Figure 2(b1–b3) are gap-filled SM using the FNN method; Figure 2(c1–c3) are gap-filled SM using the RF method; Figure 2(d1–d3) are gap-filled SM using the OK method; and Figure 2(e1–e3) are gap-filled SM using the GLM method. The white areas in Figure 2 represent data gaps of CCI SM data. First, we found that the ML methods had a greater ability to fill up all gaps in ESA CCI SM. In contrast, the OK method would lose its gap-filling ability for areas with a wide range of gaps. This finding can be further confirmed by Figure 3b, which presents the statistics of increased pixels of gap-filled SM for different gap-filling methods. For ML methods, the increased number of gap-filled pixels can be up to 15,000 and reach an average of 5830 during the whole study period. In contrast, the numbers are 8000 and 4230 for the OK method. The three ML methods had the same number of filled pixels, and their increased pixels were much more than that by the OK method.
Figure 4 shows the comparisons between original ESA CCI SM and estimated SM with different ML methods. The boxplots were obtained by conducting statistics on the evaluation indexes of each month during the whole study period. Results showed that RF had the highest average R of 0.965, the lowest average BIAS of 1.075 × 10−4 cm3/cm3, the lowest RMSE of 0.022 cm3/cm3, and the lowest ubRMSE of 0.022 cm3/cm3. This result demonstrated that RF had the best performance in simulating the original CCI SM.

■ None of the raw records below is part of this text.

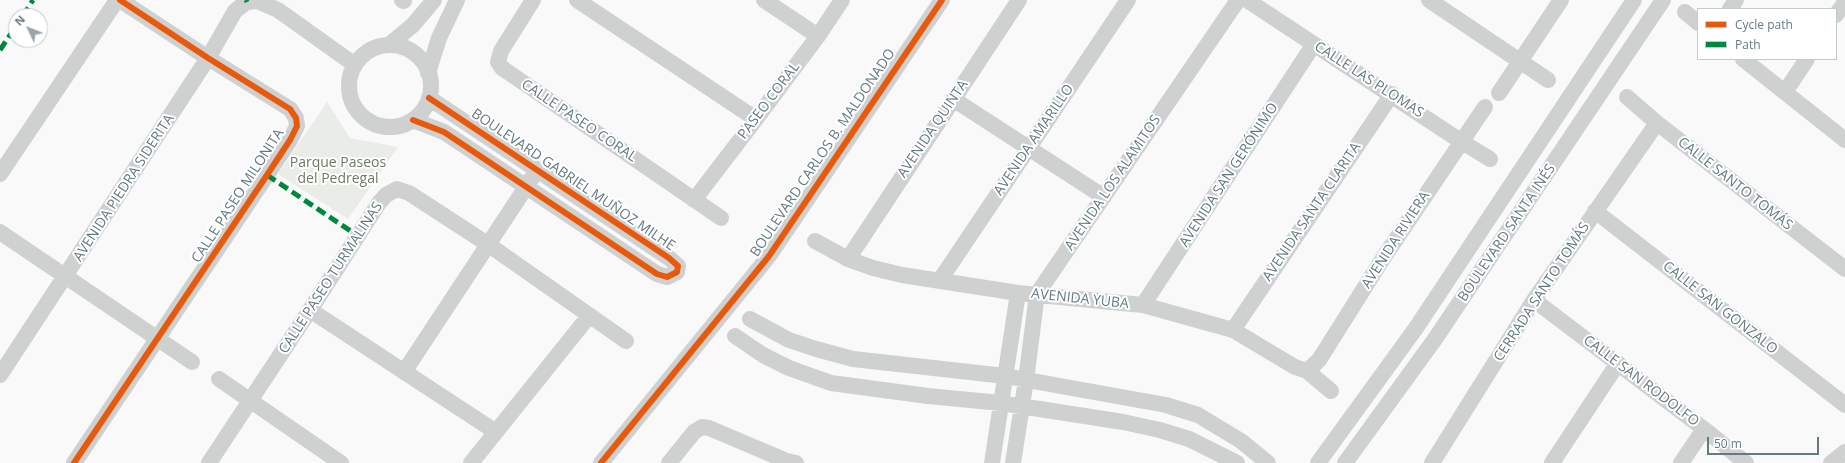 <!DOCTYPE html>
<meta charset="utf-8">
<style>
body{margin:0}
#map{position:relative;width:1845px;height:463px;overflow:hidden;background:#f9f9f9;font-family:"Open Sans",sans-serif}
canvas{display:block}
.legend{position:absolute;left:1697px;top:8px;width:140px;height:52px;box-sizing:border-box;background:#fff;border:1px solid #c1cacd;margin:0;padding:5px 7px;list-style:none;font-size:12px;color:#647a83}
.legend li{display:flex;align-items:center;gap:8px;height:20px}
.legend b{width:20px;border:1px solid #c1cacd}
.north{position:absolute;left:8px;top:8px;width:40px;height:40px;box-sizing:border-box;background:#fff;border:1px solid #c1cacd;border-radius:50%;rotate:313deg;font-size:11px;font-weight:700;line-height:16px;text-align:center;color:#647a83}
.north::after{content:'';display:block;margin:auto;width:14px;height:18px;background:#98a6ac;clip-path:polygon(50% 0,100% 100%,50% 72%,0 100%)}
.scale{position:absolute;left:1707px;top:437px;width:112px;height:18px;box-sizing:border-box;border:2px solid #647a83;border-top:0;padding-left:5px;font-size:12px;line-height:14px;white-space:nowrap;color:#647a83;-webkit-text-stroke:3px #fff;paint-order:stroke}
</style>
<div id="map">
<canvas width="1845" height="463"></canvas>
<ul class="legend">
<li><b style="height:5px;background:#e8590c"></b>Cycle path</li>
<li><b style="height:5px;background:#00873e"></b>Path</li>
</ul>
<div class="north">N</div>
<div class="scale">50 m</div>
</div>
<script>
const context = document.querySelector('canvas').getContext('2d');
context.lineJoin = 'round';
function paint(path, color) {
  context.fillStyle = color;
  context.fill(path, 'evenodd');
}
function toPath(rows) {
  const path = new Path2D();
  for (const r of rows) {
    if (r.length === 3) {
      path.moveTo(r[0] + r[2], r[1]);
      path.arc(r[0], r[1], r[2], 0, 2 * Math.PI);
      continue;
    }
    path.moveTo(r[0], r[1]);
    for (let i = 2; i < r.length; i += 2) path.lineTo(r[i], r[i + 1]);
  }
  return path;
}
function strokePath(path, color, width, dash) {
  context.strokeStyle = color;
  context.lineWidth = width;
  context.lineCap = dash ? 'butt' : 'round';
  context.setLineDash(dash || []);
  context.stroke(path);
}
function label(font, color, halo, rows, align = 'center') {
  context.font = font + ' "Open Sans",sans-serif';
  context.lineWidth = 4;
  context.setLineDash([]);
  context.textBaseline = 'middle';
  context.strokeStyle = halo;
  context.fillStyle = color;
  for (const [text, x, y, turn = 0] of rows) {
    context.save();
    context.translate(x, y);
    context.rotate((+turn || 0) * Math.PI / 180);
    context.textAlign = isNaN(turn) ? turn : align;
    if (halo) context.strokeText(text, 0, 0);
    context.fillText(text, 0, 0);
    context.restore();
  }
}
paint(toPath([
 [327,102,350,138,398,147,348,219,278,174]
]), '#eaece7');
strokePath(toPath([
 [402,0,404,1],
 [533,0,501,51,498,62,502,68,721,218],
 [577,0,756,119],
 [764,0,818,36],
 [1247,0,1462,142,1490,159],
 [1429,0,1548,80],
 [1730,9,1736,0],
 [1685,12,1698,23],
 [1836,15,1845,2],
 [389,45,413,25,434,0],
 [390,86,41],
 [1743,59,1845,140],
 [428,73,439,38,457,0],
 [1785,92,1807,59],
 [1499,93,1561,0],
 [1627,97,1657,123,1845,269],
 [953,99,1104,197],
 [413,120,444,132,657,274,667,277,677,272,678,266,669,258,429,98],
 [0,174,117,0],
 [694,200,756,119,818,36,842,0],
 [1595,211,1845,405],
 [0,232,192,362],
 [815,241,848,259,873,268,902,275,1018,293,1143,305,1233,330,1295,367,1307,371,1331,391],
 [848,259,1019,0],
 [940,280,1128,0],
 [1534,300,1704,429,1746,463],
 [1143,305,1314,44],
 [310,310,496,432],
 [750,319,789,340,816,349,853,359,1005,376,1166,405,1198,415,1241,441,1268,463],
 [1233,330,1392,94],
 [735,336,763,355,789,368,831,383,928,396,1001,403,1123,422,1160,430,1189,439,1237,463],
 [1307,371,1319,360,1382,260,1485,107],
 [404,372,532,178],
 [0,375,208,58,235,11,240,7,247,2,257,1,278,10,355,65],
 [219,379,341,463],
 [74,463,267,175,290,140,297,126,296,118,290,109,208,58,120,0],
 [209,463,310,310,379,203,386,195,397,189,409,193,489,245,626,341],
 [471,463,589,316],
 [601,463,769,256,942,0],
 [669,463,694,432,702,427,709,428,787,461,796,463],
 [992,463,1018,293],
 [1013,463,1026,380,1037,294,1238,0],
 [1318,463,1416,328,1634,0],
 [1345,463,1435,339,1663,0],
 [1432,463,1534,300,1657,123],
 [1552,463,1618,363],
 [1681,463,1704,429],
 [1831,463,1845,452]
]), '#cfd1d1', 16);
strokePath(toPath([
 [246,0,247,2],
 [23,16,33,0],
 [0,50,16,26],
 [267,175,358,236]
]), '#00873e', 5, [10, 5]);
strokePath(toPath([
 [413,120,444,132,657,274,667,277,677,272,678,266,669,258,429,98],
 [74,463,267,175,290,140,297,126,296,118,290,109,208,58,120,0],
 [601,463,769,256,942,0]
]), '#e8590c', 6);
label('14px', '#647a83', '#fff', [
 ["CALLE LAS PLOMAS",1369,80,33],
 ["PASEO CORAL",769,101,-53],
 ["CALLE PASEO CORAL",579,121,34],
 ["AVENIDA QUINTA",933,129,-56],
 ["AVENIDA AMARILLO",1034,140,-56],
 ["BOULEVARD CARLOS B. MALDONADO",823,153,-56],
 ["AVENIDA SAN GERÓNIMO",1229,175,-57],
 ["BOULEVARD GABRIEL MUÑOZ MILHE",573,180,34],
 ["AVENIDA LOS ALAMITOS",1113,183,-56],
 ["CALLE SANTO TOMÁS",1735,184,38],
 ["AVENIDA PIEDRA SIDERITA",124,188,-57],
 ["CALLE PASEO MILONITA",238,196,-57],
 ["AVENIDA SANTA CLARITA",1312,212,-56],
 ["BOULEVARD SANTA INÉS",1507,233,-56],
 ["AVENIDA RIVIERA",1396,240,-57],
 ["CALLE PASEO TURMALINAS",331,278,-57],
 ["CERRADA SANTO TOMÁS",1542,292,-57],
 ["AVENIDA YUBA",1080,299,6],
 ["CALLE SAN GONZALO",1720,308,38],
 ["CALLE SAN RODOLFO",1641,381,37]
]);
label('14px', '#6b7a63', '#fff', [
 ["Parque Paseos",338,163],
 ["del Pedregal",338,179]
]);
</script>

3.2. Evaluating the Gap-Filling Methods over Simulated SM Gaps

Figure 5 presents the spatial distributions of original CCI SM and simulated SM by the four gap-filling methods. According to visual recognition, we found that the distributions of original CCI SM were better depicted by the RF and OK approaches. In contrast, the data produced by FNN and GLM substantially deviated from the original ESA CCI SM.
For further evaluation, we calculated the difference values between the original ESA CCI SM and the other four kinds of simulated SM in Figure 5. The statistical histograms of the differences are illustrated in Figure 6. Again, we found that most of the deviations derived by the RF and OK ranged within 0.1 cm3/cm3, which were more centralized, whereas most of the deviations derived by GLM and FNN were more scattered with an obvious bias.
Furtherly, the comparison was extended to the whole study period. Figure 7 shows the scatter plot between original CCI SM and estimated SM by varied gap-filling methods over the whole study period. Their specific evaluation indicators are presented in Table 2, including R, R2, RMSE, ubRMSE, and BIAS. The results indicated that the average R values over the five human-made data gaps are 0.224, 0.229, 0.792, and 0.765, and the average R2 over the five gaps are 0.050, 0.052, 0.627, 0.585 for FNN, GLM, OK, and RF, respectively. The average RMSE values for them are 0.090 cm3/cm3, 0.065 cm3/cm3, 0.029 cm3/cm3, 0.030 cm3/cm3, respectively. The average ubRMSE values for them are 0.062 cm3/cm3, 0.057 cm3/cm3, 0.029 cm3/cm3, and 0.029 cm3/cm3. The average BIAS values for them are −0.014 cm3/cm3, 0.007 cm3/cm3, −0.001 cm3/cm3, and −0.001 cm3/cm3, respectively. It can thus be concluded that RF and OK methods had comparable performances in this study, and they outperformed the FNN and GLM methods greatly over the simulated data gap area.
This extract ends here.